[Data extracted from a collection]
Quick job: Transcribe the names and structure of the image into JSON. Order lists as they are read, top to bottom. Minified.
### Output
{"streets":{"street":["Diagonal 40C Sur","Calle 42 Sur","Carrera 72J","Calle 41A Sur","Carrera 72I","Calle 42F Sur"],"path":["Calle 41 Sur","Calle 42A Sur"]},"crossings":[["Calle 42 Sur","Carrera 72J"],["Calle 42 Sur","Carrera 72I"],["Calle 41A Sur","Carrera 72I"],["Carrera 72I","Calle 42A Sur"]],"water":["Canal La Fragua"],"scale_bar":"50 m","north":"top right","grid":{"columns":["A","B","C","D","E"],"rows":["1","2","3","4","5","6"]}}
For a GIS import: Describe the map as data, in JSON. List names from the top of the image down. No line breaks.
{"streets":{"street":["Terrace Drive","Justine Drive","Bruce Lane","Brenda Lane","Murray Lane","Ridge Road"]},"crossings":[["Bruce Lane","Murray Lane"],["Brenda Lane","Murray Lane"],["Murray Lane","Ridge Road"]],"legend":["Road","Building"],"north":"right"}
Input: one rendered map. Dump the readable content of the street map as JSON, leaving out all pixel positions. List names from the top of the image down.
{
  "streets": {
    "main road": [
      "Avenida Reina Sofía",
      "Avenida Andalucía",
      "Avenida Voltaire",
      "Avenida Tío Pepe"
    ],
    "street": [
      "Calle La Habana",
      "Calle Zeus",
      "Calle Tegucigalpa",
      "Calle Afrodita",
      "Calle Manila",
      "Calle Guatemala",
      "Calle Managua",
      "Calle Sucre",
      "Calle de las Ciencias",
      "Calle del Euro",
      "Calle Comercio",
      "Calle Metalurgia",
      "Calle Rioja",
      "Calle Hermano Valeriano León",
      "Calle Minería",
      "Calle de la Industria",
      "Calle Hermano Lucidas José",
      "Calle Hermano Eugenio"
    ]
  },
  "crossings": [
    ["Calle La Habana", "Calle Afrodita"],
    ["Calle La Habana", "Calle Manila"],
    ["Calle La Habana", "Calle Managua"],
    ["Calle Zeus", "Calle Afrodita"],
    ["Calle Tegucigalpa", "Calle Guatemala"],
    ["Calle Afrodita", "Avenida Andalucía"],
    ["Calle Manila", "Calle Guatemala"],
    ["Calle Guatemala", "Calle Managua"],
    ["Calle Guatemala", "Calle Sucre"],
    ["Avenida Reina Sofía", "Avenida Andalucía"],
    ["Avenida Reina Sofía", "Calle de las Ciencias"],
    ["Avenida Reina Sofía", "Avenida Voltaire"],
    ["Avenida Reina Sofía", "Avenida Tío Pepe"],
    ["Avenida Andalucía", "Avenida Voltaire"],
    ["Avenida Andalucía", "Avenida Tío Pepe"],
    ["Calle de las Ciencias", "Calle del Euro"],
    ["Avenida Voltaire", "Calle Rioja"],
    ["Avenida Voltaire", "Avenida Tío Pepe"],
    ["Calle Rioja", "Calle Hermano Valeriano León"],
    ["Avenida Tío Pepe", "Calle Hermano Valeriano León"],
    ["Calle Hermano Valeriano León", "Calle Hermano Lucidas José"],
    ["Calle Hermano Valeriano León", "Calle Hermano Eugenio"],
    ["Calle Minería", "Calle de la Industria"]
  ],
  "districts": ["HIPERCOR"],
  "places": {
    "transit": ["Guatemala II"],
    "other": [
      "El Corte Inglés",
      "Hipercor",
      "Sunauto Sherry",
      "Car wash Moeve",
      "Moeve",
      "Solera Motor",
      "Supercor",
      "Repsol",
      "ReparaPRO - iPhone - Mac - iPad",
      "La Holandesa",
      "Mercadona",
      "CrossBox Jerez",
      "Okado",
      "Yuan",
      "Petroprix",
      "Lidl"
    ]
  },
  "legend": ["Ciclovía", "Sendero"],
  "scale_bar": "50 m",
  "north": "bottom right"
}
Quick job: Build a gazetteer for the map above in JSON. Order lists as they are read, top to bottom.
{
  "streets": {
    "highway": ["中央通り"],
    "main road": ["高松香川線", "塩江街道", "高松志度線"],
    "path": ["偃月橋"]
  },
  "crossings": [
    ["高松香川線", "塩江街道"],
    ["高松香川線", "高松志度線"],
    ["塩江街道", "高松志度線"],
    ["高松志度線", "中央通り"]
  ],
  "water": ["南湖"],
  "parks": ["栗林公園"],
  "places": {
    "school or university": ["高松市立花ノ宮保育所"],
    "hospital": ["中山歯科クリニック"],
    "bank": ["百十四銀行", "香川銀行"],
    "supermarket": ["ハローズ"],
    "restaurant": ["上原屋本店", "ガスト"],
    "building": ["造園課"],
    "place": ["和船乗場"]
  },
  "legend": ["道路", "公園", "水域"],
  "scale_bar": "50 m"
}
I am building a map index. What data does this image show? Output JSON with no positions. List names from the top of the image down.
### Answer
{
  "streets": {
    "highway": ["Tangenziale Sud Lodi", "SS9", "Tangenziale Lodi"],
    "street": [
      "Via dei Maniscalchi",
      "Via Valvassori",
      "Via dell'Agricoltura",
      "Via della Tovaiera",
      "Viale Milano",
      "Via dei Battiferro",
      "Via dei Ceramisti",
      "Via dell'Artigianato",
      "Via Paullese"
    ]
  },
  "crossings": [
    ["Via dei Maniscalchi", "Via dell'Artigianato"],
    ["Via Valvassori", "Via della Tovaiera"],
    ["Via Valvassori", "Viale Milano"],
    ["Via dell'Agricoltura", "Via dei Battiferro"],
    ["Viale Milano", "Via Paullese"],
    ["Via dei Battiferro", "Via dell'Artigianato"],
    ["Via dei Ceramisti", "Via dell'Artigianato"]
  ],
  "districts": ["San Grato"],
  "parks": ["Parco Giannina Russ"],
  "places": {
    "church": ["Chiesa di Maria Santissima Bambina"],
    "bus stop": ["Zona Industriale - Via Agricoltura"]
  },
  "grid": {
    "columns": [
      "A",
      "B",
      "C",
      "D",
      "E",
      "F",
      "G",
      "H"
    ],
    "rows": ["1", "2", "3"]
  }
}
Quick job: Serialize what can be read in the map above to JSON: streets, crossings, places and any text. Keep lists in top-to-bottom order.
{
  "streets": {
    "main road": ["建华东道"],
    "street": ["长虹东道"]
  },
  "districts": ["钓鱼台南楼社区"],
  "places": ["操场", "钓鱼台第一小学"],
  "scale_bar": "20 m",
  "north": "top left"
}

**Task objective:**
Return every record, leaving each line exactly as it was given.

**Solution for this exercise:**
Quick job: Transcribe the names and structure of the image into JSON. Order lists as they are read, top to bottom. Minified.
### Output
{"streets":{"street":["Diagonal 40C Sur","Calle 42 Sur","Carrera 72J","Calle 41A Sur","Carrera 72I","Calle 42F Sur"],"path":["Calle 41 Sur","Calle 42A Sur"]},"crossings":[["Calle 42 Sur","Carrera 72J"],["Calle 42 Sur","Carrera 72I"],["Calle 41A Sur","Carrera 72I"],["Carrera 72I","Calle 42A Sur"]],"water":["Canal La Fragua"],"scale_bar":"50 m","north":"top right","grid":{"columns":["A","B","C","D","E"],"rows":["1","2","3","4","5","6"]}}
For a GIS import: Describe the map as data, in JSON. List names from the top of the image down. No line breaks.
{"streets":{"street":["Terrace Drive","Justine Drive","Bruce Lane","Brenda Lane","Murray Lane","Ridge Road"]},"crossings":[["Bruce Lane","Murray Lane"],["Brenda Lane","Murray Lane"],["Murray Lane","Ridge Road"]],"legend":["Road","Building"],"north":"right"}
Input: one rendered map. Dump the readable content of the street map as JSON, leaving out all pixel positions. List names from the top of the image down.
{
  "streets": {
    "main road": [
      "Avenida Reina Sofía",
      "Avenida Andalucía",
      "Avenida Voltaire",
      "Avenida Tío Pepe"
    ],
    "street": [
      "Calle La Habana",
      "Calle Zeus",
      "Calle Tegucigalpa",
      "Calle Afrodita",
      "Calle Manila",
      "Calle Guatemala",
      "Calle Managua",
      "Calle Sucre",
      "Calle de las Ciencias",
      "Calle del Euro",
      "Calle Comercio",
      "Calle Metalurgia",
      "Calle Rioja",
      "Calle Hermano Valeriano León",
      "Calle Minería",
      "Calle de la Industria",
      "Calle Hermano Lucidas José",
      "Calle Hermano Eugenio"
    ]
  },
  "crossings": [
    ["Calle La Habana", "Calle Afrodita"],
    ["Calle La Habana", "Calle Manila"],
    ["Calle La Habana", "Calle Managua"],
    ["Calle Zeus", "Calle Afrodita"],
    ["Calle Tegucigalpa", "Calle Guatemala"],
    ["Calle Afrodita", "Avenida Andalucía"],
    ["Calle Manila", "Calle Guatemala"],
    ["Calle Guatemala", "Calle Managua"],
    ["Calle Guatemala", "Calle Sucre"],
    ["Avenida Reina Sofía", "Avenida Andalucía"],
    ["Avenida Reina Sofía", "Calle de las Ciencias"],
    ["Avenida Reina Sofía", "Avenida Voltaire"],
    ["Avenida Reina Sofía", "Avenida Tío Pepe"],
    ["Avenida Andalucía", "Avenida Voltaire"],
    ["Avenida Andalucía", "Avenida Tío Pepe"],
    ["Calle de las Ciencias", "Calle del Euro"],
    ["Avenida Voltaire", "Calle Rioja"],
    ["Avenida Voltaire", "Avenida Tío Pepe"],
    ["Calle Rioja", "Calle Hermano Valeriano León"],
    ["Avenida Tío Pepe", "Calle Hermano Valeriano León"],
    ["Calle Hermano Valeriano León", "Calle Hermano Lucidas José"],
    ["Calle Hermano Valeriano León", "Calle Hermano Eugenio"],
    ["Calle Minería", "Calle de la Industria"]
  ],
  "districts": ["HIPERCOR"],
  "places": {
    "transit": ["Guatemala II"],
    "other": [
      "El Corte Inglés",
      "Hipercor",
      "Sunauto Sherry",
      "Car wash Moeve",
      "Moeve",
      "Solera Motor",
      "Supercor",
      "Repsol",
      "ReparaPRO - iPhone - Mac - iPad",
      "La Holandesa",
      "Mercadona",
      "CrossBox Jerez",
      "Okado",
      "Yuan",
      "Petroprix",
      "Lidl"
    ]
  },
  "legend": ["Ciclovía", "Sendero"],
  "scale_bar": "50 m",
  "north": "bottom right"
}
Quick job: Build a gazetteer for the map above in JSON. Order lists as they are read, top to bottom.
{
  "streets": {
    "highway": ["中央通り"],
    "main road": ["高松香川線", "塩江街道", "高松志度線"],
    "path": ["偃月橋"]
  },
  "crossings": [
    ["高松香川線", "塩江街道"],
    ["高松香川線", "高松志度線"],
    ["塩江街道", "高松志度線"],
    ["高松志度線", "中央通り"]
  ],
  "water": ["南湖"],
  "parks": ["栗林公園"],
  "places": {
    "school or university": ["高松市立花ノ宮保育所"],
    "hospital": ["中山歯科クリニック"],
    "bank": ["百十四銀行", "香川銀行"],
    "supermarket": ["ハローズ"],
    "restaurant": ["上原屋本店", "ガスト"],
    "building": ["造園課"],
    "place": ["和船乗場"]
  },
  "legend": ["道路", "公園", "水域"],
  "scale_bar": "50 m"
}
I am building a map index. What data does this image show? Output JSON with no positions. List names from the top of the image down.
### Answer
{
  "streets": {
    "highway": ["Tangenziale Sud Lodi", "SS9", "Tangenziale Lodi"],
    "street": [
      "Via dei Maniscalchi",
      "Via Valvassori",
      "Via dell'Agricoltura",
      "Via della Tovaiera",
      "Viale Milano",
      "Via dei Battiferro",
      "Via dei Ceramisti",
      "Via dell'Artigianato",
      "Via Paullese"
    ]
  },
  "crossings": [
    ["Via dei Maniscalchi", "Via dell'Artigianato"],
    ["Via Valvassori", "Via della Tovaiera"],
    ["Via Valvassori", "Viale Milano"],
    ["Via dell'Agricoltura", "Via dei Battiferro"],
    ["Viale Milano", "Via Paullese"],
    ["Via dei Battiferro", "Via dell'Artigianato"],
    ["Via dei Ceramisti", "Via dell'Artigianato"]
  ],
  "districts": ["San Grato"],
  "parks": ["Parco Giannina Russ"],
  "places": {
    "church": ["Chiesa di Maria Santissima Bambina"],
    "bus stop": ["Zona Industriale - Via Agricoltura"]
  },
  "grid": {
    "columns": [
      "A",
      "B",
      "C",
      "D",
      "E",
      "F",
      "G",
      "H"
    ],
    "rows": ["1", "2", "3"]
  }
}
Quick job: Serialize what can be read in the map above to JSON: streets, crossings, places and any text. Keep lists in top-to-bottom order.
{
  "streets": {
    "main road": ["建华东道"],
    "street": ["长虹东道"]
  },
  "districts": ["钓鱼台南楼社区"],
  "places": ["操场", "钓鱼台第一小学"],
  "scale_bar": "20 m",
  "north": "top left"
}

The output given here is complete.